Autre illustration avec Bertrand Hauchecorne, maire de Mareau aux Prés (45) et co-président de la commission transition écologique de l’AMF. Avec 7 km de berges sur la Loire, il se démène pour protéger cette riche biodiversité. «Nous avons lancé une grande opération de rachat de près de 600 parcelles avec un conservatoire municipal, aidé par la Safer, grâce à un financement européen Leader à 80% », a expliqué l’élu. Un travail sur le temps long avec l’établissement public foncier (EPF) Cœur de France, qui achète les terrains puis les rétrocède à la commune.
Saluant ces initiatives, Sarah El Haïry, secrétaire d’Etat chargée de la Biodiversité, a mis en avant «le rôle de l’Etat pour porter des outils et des financements en faveur des territoires ruraux ». Elle a cité en particulier les augmentations successives de la dotation Biodiversité qui atteindra 100 millions d’euros en 2024.
Christine de Neuville a insisté sur la nécessité de mettre en place des contrats de réciprocité entre l’urbain et le rural. Il en existe environ 200 aujourd’hui, a précisé Dominique Faure, ministre déléguée aux Collectivités territoriales et à la Ruralité. «Il faut que les territoires urbains et ruraux se réconcilient, a-t-elle estimé. Le mot d’égalité entre les territoires devrait être remplacé par celui de réciprocité ».
La ministre propose de structurer cette complémentarité autour de cinq axes : l’alimentation, le tourisme, la culture, l’emploi et la mobilité. «Pour donner plus de force aux contrats de réciprocité, ne faudrait-il pas les rendre plus incitatifs voire obligatoires à partir d'une certaine taille ? », avec également un accompagnement financier, s’est interrogé la maire de Vicq-sur-Breuilh.
Karine Gloanec Maurin, présidente de la communauté de communes des Collines du Perche (41) et co-présidente de la commission des communes et territoires ruraux de l’AMF, a cité l’exemple d’une coopération «hors cadre » entre Couëtron-au-Perche (41) et Arcueil (94) autour de la culture.

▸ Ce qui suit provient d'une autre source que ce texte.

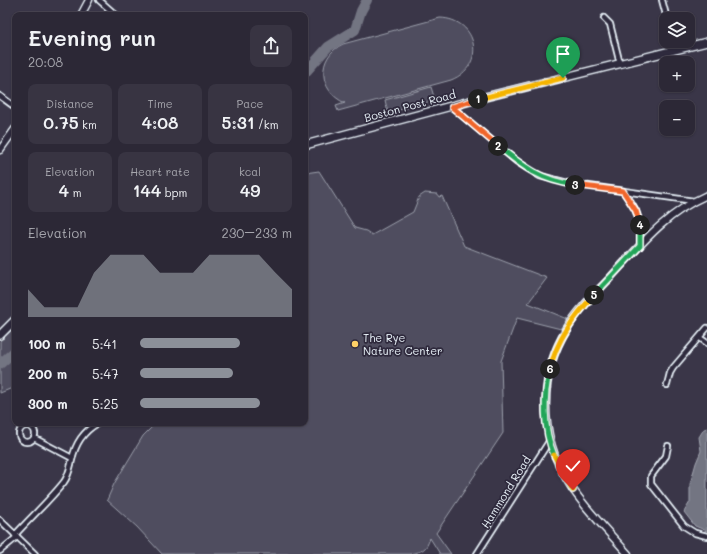 <!DOCTYPE html>
<meta charset="utf-8">
<style>
:root{--surface:#2c2836;--page:#383442;--text:#f1f3f6;--muted:#a6a6ad;--line:#484451;--accent:#8c9099}
body{margin:0;font-family:Mali,sans-serif;background:var(--page);color:var(--text);height:100vh;display:flex;flex-direction:column;font-size:15px;white-space:nowrap}
*{box-sizing:border-box;margin:0}
p{font-size:13px;color:var(--muted)}
.icon{flex:none;width:22px;height:22px;fill:none;stroke:currentColor;stroke-width:2;stroke-linecap:round;stroke-linejoin:round}
.map{position:relative;flex:1;overflow:hidden}
.drawer{position:absolute;left:12px;top:12px;width:296px;height:414px;display:flex;flex-direction:column;background:var(--surface);border-radius:8px;box-shadow:0 1px 3px #0004,0 0 0 1px var(--line)}
.drawer>*{flex:none}
.fabs{position:absolute;left:659px;top:12px;display:grid;gap:8px}
.fabs a{display:grid;place-items:center;width:36px;height:36px;border-radius:8px;background:var(--surface);box-shadow:0 1px 3px #0004,0 0 0 1px var(--line);font-size:20px}
.pin{position:absolute;display:grid;place-items:center;width:34px;height:34px;color:#fff;margin:-41px -17px;border-radius:50% 50% 50% 0;rotate:-45deg;box-shadow:0 0 4px #0007}
.pin .icon{rotate:45deg}
.km{position:absolute;width:20px;height:20px;margin:-10px;border-radius:50%;background:#222;color:#fff;font-size:11px;line-height:20px;text-align:center}
.round{display:grid;place-items:center;flex:none;width:42px;height:42px;border-radius:8px;background:var(--page)}
.head{display:flex;align-items:center;justify-content:space-between;height:68px;padding:0 16px}
h1{font-size:22px;font-weight:600;line-height:30px}
.stats{display:grid;grid-template-columns:repeat(3,1fr);gap:6px;height:68px;padding:4px 16px}
.stats div{display:grid;align-content:center;border-radius:8px;background:var(--page);text-align:center}
.stats b{font-size:17px;font-weight:600}
.stats small{font-size:11px;font-weight:400}
.stats p{font-size:11px}
.chart{height:112px;padding:8px 16px}
.chart p{display:flex;justify-content:space-between}
.chart svg{width:100%;height:72px;margin-top:4px;fill:var(--accent);opacity:.7}
ul{padding:0 16px;list-style:none;font-size:13px}
li{display:grid;grid-template-columns:64px 48px 1fr;align-items:center;height:30px}
li i{height:10px;border-radius:5px;background:var(--accent)}
.map>svg:first-child{display:block}
.green{fill:#504e5f;stroke:#9ca0ac}
.water{fill:#737482;stroke:#a2a6b1}
.lines{fill:none;stroke-linecap:round;stroke-linejoin:round}
.river{stroke:#737482;stroke-width:10}
.minor-casing{stroke:#e8f1f8;stroke-width:8}
.tertiary-casing{stroke:#e8f1f8;stroke-width:9}
.primary-casing{stroke:#e8f1f8;stroke-width:10}
.minor{stroke:#2f2a3d;stroke-width:4.5}
.tertiary{stroke:#2f2a3d;stroke-width:6}
.primary{stroke:#2f2a3d;stroke-width:7}
.split-1-casing{stroke:#fff;stroke-width:8}
.split-2-casing{stroke:#fff;stroke-width:8}
.split-3-casing{stroke:#fff;stroke-width:8}
.split-4-casing{stroke:#fff;stroke-width:8}
.split-5-casing{stroke:#fff;stroke-width:8}
.split-6-casing{stroke:#fff;stroke-width:8}
.split-7-casing{stroke:#fff;stroke-width:8}
.split-8-casing{stroke:#fff;stroke-width:8}
.split-1{stroke:#f5b400;stroke-width:5}
.split-2{stroke:#f0652b;stroke-width:5}
.split-3{stroke:#22a559;stroke-width:5}
.split-4{stroke:#f0652b;stroke-width:5}
.split-5{stroke:#22a559;stroke-width:5}
.split-6{stroke:#f5b400;stroke-width:5}
.split-7{stroke:#22a559;stroke-width:5}
.split-8{stroke:#f5b400;stroke-width:5}
.poi-dot{fill:#ffd166;stroke:#2f2a3d;stroke-width:1.5}
.labels{text-anchor:middle;stroke-width:3.5;stroke-linejoin:round;paint-order:stroke}
.street-label{font-size:11px;fill:#e8f1f8;stroke:#2f2a3d}
.poi-label{font-size:11px;fill:#e8f1f8;stroke:#2f2a3d;text-anchor:start}
</style>
<div class="map">
<svg width="707" height="554" viewBox="0 0 707 554">
<rect width="100%" height="100%" fill="#3a3648"/>
<filter id="ink" filterUnits="userSpaceOnUse"><feTurbulence type="fractalNoise" baseFrequency=".025" numOctaves="2"/><feDisplacementMap in="SourceGraphic" scale="8" xChannelSelector="R" yChannelSelector="G"/><feConvolveMatrix kernelMatrix="1 2 1 2 8 2 1 2 1" color-interpolation-filters="sRGB"/></filter>
<g filter="url(#ink)">
<g class="green">
<path d="M440 18C478 19 487 66 451 80L338 111 336 106 345 103C318 91 316 57 343 44Z"/>
<polygon points="431,87 435,100 388,113 385,100"/>
<path d="M319 171 355 228 366 231 372 235 413 212 419 197 425 193 437 194 439 197 442 196 464 246 547 278 528 303 568 319 561 329 517 318 501 361 503 433 436 533 451 554H440L430 538C426 551 422 551 409 554H162L137 527 107 500 114 484 143 436 156 423H305V173Z"/>
<polygon points="15,327 15,387 0,393 0,341"/>
</g>
<polygon class="water" points="707,428 707,531 695,526 684,512 690,502 690,484 696,463 701,451 699,437 704,429"/>
<g class="lines">
<g class="river">
<polyline points="305,73 328,47 355,30 361,11 367,0"/>
<polyline points="0,364 15,351"/>
</g>
<defs>
<g id="minor">
<polyline points="99,0 116,15"/>
<polyline points="662,0 667,19"/>
<polyline points="604,18 610,24 620,64"/>
<polyline points="672,41 674,50"/>
<polyline points="0,96 15,107"/>
<polyline points="452,107 516,161 540,176 568,183 694,201"/>
<path d="M623 191C639 210 641 222 640 246"/>
<polyline points="700,338 707,343"/>
<polyline points="667,385 670,373 673,368 707,328"/>
<circle cx="27" cy="434" r="8"/>
<polyline points="34,438 72,458"/>
<polyline points="668,446 666,456 651,476 651,484 684,526 695,533 707,536"/>
<polyline points="0,520 35,554"/>
<path d="M15 535C31 517 49 501 64 482 69 475 70 468 72 460 75 444 84 431 98 423"/>
<polyline points="0,551 17,537"/>
<polyline points="477,554 550,440"/>
</g>
<g id="tertiary">
<polyline points="81,15 89,0"/>
<polyline points="0,150 15,129"/>
<path d="M628 554C608 531 584 508 568 482 539 435 538 374 568 327 579 308 596 293 611 277 641 244 666 213 707 195"/>
</g>
<g id="primary">
<polyline points="305,145 485,97 707,42"/>
<polyline points="0,335 15,320"/>
</g>
</defs>
<use href="#minor" class="minor-casing"/>
<use href="#tertiary" class="tertiary-casing"/>
<use href="#primary" class="primary-casing"/>
<use href="#minor" class="minor"/>
<use href="#tertiary" class="tertiary"/>
<use href="#primary" class="primary"/>
</g>
</g>
<g class="lines" filter="url(#ink)">
<defs>
<polyline id="split-1" points="478,99 563,78"/>
<polyline id="split-2" points="478,99 452,107 498,146"/>
<path id="split-3" d="M498 146C525 168 540 180 575 185"/>
<polyline id="split-4" points="575,185 623,191 636,211 640,225"/>
<polyline id="split-5" points="594,295 640,246 640,225"/>
<path id="split-6" d="M550 369C557 339 574 317 594 295"/>
<path id="split-7" d="M550 369C543 396 543 429 554 455"/>
<polyline id="split-8" points="554,455 573,490"/>
</defs>
<use href="#split-1" class="split-1-casing"/>
<use href="#split-2" class="split-2-casing"/>
<use href="#split-3" class="split-3-casing"/>
<use href="#split-4" class="split-4-casing"/>
<use href="#split-5" class="split-5-casing"/>
<use href="#split-6" class="split-6-casing"/>
<use href="#split-7" class="split-7-casing"/>
<use href="#split-8" class="split-8-casing"/>
<use href="#split-1" class="split-1"/>
<use href="#split-2" class="split-2"/>
<use href="#split-3" class="split-3"/>
<use href="#split-4" class="split-4"/>
<use href="#split-5" class="split-5"/>
<use href="#split-6" class="split-6"/>
<use href="#split-7" class="split-7"/>
<use href="#split-8" class="split-8"/>
</g>
<circle class="poi-dot" cx="355" cy="344" r="4"/>
<g class="labels">
<g class="street-label">
<text transform="translate(410 106) rotate(-15)" y="4">Boston Post Road</text>
<text transform="translate(506 492) rotate(-58)" y="4">Hammond Road</text>
</g>
<g class="poi-label">
<text x="363" y="342">The Rye<tspan x="363" dy="13">Nature Center</tspan></text>
</g>
</g>
</svg>
<div class="fabs">
<a><svg class="icon" aria-label="layers" viewBox="0 0 24 24"><path d="M12 4l9 5-9 5-9-5zM3 14l9 5 9-5"/></svg></a>
<a>+</a>
<a>−</a>
</div>
<div class="pin" style="left:563px;top:78px;background:#1e9e55"><svg class="icon" aria-label="arrive" viewBox="0 0 24 24"><path d="M6 21V4h12l-3 4 3 4H6"/></svg></div>
<div class="pin" style="left:573px;top:490px;background:#d93025"><svg class="icon" aria-label="check" viewBox="0 0 24 24"><path d="M5 12l5 5 9-10"/></svg></div>
<b class="km" style="left:478px;top:99px">1</b>
<b class="km" style="left:498px;top:146px">2</b>
<b class="km" style="left:575px;top:185px">3</b>
<b class="km" style="left:640px;top:225px">4</b>
<b class="km" style="left:594px;top:295px">5</b>
<b class="km" style="left:550px;top:369px">6</b>
<section class="drawer">
<div class="head"><div><h1>Evening run</h1><p>20:08</p></div><a class="round"><svg class="icon" aria-label="share" viewBox="0 0 24 24"><path d="M12 15V3M7 8l5-5 5 5M5 13v7h14v-7"/></svg></a></div>
<div class="stats">
<div><p>Distance</p><b>0.75<small> km</small></b></div>
<div><p>Time</p><b>4:08</b></div>
<div><p>Pace</p><b>5:31<small> /km</small></b></div>
</div>
<div class="stats">
<div><p>Elevation</p><b>4<small> m</small></b></div>
<div><p>Heart rate</p><b>144<small> bpm</small></b></div>
<div><p>kcal</p><b>49</b></div>
</div>
<div class="chart"><p><span>Elevation</span>230–233 m</p>
<svg viewBox="0 0 160 44" preserveAspectRatio="none"><path d="M0 44V27L10 38L20 38L30 38L40 17L50 6L60 6L70 6L80 17L90 17L100 17L110 6L120 6L130 6L140 6L150 17L160 27V44z"/></svg>
</div>
<ul>
<li><b>100 m</b>5:41<i style="width:66%"></i></li>
<li><b>200 m</b>5:47<i style="width:61%"></i></li>
<li><b>300 m</b>5:25<i style="width:79%"></i></li>
</ul>
</section>
</div>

« Fruit du hasard et de rencontres humaines, notre projet gagnant-gagnant repose sur des résidences d’artistes à Couëtron-au-Perche qui apportent beaucoup aux habitants de nos deux villes », a expliqué Christian Métairie, maire d’Arcueil (94). Selon le vice-président de l’AMF, «le Covid a changé le regard des urbains sur la ruralité qui fait à présent envie. Malgré nos différences, nous avons beaucoup de choses en commun à partager ».
Dans la même veine, Gilles Leproust, maire d’Allonnes (72) et président de Ville & Banlieue, a plaidé pour «ne pas laisser une partie de notre pays de côté (…). Il faut cesser l’opposition entre les territoires et réaliser un travail en commun pour faire République ensemble », a-t-il résumé. «Tournons le dos à la rhétorique de la fragmentation et de la séparation des territoires pour construire des alliances entre eux », a conclu Dominique Faure.